On Tue, 13 Jul 2004 16:48:36 +1000
Steve <nospam at nopes> threw this fish to the penguins:
> 
> I'm getting some output by running a command using os.popen. I need to 
> parse the output and transform it in some sense so that it's 'DB 
> compatible', (i.e I need to store the output in a database (postgres) 
> after escaping some characters). Since I'm new to python, I wasn't sure 
> if there was a better way of doing this so this is what I did:
> 
>              # Parse the output returned by popen and return the script
> 	    out = os.popen('some command')
> 	    all_lines = out.readlines()
> 
>              script = []
>              for i in xrange(len(all_lines)):
>                  line = all_lines[i].replace("'", "\\'")[0:len(line)-1] 
> # replace ' with \'
>                  line_without_carriage = line[0:len(line)-1] # remove 
> carriage
>                  line_without_carriage = 
> line_without_carriage.replace("\\n", "$___n") # replace end of line with 
> $___n
>                  line_without_carriage += "@___n" # add a 'end of line' 
> character to the end
>                  script.append(line_without_carriage)
>              # end for
> 	
>              script = ''.join(script)

How about:

lines = []
out = os.popen('some command')
for l in out:
    lines.append(l.strip())
script = ''.join(lines)
out.close()

The "strip" actually removes white space from front and back of the string;
you could say l.strip('\n') if you only want the newlines removed (or '\r'
if they're really carriage return characters.)

Or if you want a clever (and most CPU efficient!) one-liner:

script = [l.strip() for l in os.popen('some command')]
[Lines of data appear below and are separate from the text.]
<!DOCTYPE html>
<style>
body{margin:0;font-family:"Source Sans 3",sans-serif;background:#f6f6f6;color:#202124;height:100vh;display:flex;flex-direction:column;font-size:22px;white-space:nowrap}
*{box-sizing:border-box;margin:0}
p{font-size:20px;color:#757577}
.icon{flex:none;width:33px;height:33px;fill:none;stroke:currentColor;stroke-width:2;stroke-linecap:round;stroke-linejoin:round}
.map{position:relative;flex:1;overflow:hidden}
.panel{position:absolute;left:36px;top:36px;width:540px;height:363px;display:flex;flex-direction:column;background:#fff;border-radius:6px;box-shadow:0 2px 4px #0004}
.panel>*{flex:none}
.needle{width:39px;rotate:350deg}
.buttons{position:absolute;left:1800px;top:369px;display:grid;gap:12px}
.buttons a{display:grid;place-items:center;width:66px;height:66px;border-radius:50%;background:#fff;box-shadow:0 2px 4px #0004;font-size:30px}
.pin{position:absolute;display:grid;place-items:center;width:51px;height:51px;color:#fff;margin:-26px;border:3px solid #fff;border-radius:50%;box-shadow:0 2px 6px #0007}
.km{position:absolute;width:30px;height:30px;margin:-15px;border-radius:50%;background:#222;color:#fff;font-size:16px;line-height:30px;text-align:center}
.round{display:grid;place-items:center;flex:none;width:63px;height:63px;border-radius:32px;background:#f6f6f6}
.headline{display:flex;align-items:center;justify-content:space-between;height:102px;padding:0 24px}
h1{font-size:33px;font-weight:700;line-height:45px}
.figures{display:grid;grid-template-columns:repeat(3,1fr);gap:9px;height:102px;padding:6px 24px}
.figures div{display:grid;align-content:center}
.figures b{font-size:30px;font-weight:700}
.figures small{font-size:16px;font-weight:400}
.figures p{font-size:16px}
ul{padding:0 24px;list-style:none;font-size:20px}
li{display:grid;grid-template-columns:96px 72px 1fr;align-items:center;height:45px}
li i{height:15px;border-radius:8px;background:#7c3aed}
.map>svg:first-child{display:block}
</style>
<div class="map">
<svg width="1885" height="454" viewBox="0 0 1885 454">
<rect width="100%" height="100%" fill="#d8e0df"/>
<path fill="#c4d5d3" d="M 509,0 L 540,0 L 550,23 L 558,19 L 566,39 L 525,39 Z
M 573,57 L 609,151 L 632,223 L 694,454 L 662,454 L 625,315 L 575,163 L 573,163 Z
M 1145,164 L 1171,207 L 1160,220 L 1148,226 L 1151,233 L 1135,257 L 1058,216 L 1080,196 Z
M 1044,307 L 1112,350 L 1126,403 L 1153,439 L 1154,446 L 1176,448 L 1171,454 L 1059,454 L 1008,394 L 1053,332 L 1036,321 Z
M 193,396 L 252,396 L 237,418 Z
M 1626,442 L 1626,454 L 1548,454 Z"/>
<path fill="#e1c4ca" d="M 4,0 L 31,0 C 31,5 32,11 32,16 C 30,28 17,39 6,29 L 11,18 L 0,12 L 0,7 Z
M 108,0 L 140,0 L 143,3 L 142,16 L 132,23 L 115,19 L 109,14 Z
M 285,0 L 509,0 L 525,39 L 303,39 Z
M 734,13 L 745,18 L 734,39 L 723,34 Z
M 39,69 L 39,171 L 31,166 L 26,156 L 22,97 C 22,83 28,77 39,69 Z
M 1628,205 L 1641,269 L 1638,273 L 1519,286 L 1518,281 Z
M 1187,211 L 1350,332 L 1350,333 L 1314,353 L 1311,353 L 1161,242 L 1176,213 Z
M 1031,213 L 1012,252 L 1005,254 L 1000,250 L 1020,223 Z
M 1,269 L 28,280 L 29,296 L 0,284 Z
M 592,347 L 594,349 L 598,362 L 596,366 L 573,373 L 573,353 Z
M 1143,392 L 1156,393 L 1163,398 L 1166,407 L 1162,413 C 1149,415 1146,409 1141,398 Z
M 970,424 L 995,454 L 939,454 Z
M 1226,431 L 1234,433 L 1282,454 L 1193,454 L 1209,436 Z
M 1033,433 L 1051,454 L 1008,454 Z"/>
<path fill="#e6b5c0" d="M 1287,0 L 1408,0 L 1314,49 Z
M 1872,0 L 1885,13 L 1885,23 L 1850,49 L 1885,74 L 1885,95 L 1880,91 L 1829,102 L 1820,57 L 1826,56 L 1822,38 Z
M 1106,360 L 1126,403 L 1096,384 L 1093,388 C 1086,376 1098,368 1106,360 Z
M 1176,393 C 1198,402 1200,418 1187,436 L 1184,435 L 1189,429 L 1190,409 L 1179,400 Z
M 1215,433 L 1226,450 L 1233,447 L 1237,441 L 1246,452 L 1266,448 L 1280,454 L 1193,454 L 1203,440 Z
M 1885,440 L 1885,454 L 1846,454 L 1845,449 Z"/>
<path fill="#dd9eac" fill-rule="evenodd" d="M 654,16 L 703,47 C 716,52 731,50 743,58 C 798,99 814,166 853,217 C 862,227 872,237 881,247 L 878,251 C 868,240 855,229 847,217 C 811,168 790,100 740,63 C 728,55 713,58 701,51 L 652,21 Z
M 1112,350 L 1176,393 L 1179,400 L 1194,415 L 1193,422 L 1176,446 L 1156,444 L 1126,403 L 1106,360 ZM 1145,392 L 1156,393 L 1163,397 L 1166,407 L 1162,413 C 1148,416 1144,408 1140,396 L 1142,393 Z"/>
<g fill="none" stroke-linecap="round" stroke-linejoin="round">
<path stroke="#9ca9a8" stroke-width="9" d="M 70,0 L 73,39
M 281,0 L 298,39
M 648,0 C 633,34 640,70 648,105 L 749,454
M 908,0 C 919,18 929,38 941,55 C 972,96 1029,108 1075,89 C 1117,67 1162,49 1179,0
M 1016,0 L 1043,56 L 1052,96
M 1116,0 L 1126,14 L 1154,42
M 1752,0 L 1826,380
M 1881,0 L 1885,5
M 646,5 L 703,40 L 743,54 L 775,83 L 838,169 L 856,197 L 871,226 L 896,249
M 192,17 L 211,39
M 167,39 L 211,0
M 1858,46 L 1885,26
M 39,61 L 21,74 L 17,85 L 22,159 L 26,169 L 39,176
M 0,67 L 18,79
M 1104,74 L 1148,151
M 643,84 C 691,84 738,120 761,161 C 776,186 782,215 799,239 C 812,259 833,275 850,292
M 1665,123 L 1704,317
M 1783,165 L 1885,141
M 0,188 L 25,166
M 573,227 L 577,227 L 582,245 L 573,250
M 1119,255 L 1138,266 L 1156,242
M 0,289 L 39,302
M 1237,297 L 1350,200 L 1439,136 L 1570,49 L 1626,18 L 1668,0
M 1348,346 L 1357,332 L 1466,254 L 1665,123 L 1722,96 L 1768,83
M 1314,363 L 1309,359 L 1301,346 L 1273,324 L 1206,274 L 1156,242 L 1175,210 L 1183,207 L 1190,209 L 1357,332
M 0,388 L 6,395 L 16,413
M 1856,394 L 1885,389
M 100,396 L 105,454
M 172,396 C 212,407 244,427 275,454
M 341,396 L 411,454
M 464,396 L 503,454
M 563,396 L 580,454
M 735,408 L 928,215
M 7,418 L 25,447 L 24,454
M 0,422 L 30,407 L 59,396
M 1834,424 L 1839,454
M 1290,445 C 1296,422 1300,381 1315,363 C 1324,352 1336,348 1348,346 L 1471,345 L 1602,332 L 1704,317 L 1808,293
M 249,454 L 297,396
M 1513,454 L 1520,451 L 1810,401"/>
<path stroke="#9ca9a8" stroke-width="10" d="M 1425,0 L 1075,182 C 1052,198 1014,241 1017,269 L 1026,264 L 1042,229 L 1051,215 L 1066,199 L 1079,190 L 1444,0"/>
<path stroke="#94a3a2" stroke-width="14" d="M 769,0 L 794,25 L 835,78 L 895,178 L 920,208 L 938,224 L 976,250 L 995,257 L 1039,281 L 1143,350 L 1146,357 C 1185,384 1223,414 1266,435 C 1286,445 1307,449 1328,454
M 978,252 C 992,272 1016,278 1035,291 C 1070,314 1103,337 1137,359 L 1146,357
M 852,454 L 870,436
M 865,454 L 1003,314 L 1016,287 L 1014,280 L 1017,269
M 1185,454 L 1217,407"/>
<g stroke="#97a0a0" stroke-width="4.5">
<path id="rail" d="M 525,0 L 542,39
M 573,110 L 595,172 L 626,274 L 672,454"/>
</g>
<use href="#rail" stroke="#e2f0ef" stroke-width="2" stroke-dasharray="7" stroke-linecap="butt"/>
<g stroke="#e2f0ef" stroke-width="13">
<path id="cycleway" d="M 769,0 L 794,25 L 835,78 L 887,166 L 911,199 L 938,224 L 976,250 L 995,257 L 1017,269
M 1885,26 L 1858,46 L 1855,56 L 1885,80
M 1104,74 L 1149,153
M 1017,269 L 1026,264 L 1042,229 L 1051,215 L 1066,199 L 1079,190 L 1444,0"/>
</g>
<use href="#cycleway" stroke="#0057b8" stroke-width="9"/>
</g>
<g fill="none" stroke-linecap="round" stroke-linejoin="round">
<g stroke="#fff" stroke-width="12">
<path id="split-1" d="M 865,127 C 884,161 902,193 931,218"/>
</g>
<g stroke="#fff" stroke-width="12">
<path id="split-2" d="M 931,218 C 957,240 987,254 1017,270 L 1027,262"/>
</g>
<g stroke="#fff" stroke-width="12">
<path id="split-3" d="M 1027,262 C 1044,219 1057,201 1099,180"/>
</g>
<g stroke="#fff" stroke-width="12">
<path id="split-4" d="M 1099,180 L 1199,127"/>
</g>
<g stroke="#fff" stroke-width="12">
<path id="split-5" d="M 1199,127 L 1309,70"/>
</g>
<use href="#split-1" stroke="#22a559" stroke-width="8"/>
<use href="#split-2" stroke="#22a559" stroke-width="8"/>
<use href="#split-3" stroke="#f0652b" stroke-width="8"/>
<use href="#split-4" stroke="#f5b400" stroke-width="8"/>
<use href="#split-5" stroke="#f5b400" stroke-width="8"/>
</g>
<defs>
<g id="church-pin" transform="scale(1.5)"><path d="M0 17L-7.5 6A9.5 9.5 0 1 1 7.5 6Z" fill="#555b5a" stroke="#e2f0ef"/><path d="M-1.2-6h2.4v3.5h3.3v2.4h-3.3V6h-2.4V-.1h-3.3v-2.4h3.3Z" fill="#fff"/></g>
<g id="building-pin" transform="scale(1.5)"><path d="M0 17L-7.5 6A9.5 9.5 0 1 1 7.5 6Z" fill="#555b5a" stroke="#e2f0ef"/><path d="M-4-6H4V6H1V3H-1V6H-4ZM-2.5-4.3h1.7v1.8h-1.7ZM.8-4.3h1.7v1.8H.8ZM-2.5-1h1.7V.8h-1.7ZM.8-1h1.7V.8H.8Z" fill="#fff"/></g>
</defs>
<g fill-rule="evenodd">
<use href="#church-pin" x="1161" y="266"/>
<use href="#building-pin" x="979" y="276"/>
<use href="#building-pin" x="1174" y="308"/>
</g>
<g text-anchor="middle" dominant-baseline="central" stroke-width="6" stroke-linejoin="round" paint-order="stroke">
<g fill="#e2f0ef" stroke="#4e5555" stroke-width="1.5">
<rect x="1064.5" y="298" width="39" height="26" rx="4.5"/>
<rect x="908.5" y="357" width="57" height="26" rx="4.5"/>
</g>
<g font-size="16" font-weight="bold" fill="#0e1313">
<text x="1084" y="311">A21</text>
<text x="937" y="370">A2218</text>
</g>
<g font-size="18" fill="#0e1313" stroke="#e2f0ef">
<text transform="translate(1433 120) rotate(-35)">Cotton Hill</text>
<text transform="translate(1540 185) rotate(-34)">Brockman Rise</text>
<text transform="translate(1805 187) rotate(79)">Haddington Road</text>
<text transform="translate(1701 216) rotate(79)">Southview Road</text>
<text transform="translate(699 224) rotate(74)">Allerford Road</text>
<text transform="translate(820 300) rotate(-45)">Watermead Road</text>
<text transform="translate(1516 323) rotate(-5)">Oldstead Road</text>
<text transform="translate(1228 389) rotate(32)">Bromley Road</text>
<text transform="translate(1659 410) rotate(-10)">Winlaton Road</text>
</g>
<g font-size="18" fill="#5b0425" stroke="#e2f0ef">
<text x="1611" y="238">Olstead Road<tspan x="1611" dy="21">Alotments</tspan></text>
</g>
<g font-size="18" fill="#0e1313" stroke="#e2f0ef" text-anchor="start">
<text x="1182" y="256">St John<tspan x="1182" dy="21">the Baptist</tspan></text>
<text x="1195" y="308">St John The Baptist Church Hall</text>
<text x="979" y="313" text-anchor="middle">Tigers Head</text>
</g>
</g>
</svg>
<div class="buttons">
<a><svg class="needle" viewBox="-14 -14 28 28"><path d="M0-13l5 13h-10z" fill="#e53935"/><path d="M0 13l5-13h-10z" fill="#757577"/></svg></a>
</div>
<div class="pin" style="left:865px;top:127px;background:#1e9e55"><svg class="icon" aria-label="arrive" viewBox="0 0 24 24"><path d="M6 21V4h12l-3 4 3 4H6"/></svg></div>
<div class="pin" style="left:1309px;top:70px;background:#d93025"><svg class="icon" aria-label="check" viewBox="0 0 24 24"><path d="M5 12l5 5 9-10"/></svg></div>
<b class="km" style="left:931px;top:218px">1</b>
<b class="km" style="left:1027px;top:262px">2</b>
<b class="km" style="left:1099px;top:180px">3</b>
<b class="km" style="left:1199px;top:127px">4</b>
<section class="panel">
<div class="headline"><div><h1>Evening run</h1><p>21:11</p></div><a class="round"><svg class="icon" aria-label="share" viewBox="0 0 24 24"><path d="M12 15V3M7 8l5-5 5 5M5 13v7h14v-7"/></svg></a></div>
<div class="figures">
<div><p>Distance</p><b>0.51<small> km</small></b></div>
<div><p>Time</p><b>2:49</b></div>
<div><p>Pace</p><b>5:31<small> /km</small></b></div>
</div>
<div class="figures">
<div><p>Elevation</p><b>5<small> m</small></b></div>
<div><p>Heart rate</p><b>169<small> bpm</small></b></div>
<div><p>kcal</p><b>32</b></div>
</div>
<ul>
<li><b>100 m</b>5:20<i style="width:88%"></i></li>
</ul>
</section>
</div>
I'm not advocating such a terse one-liner unless you are very comfortable
with it's meaning; will you easily know what it does when you see it
six months from now in the heat of battle?

Also, the one-liner does not allow you to explicitly close the file
descriptor from popen.  This could be a serious problem if it gets run
hundreds of times in a loop.

Have fun,
	-- George Young

-- 
"Are the gods not just?"  "Oh no, child.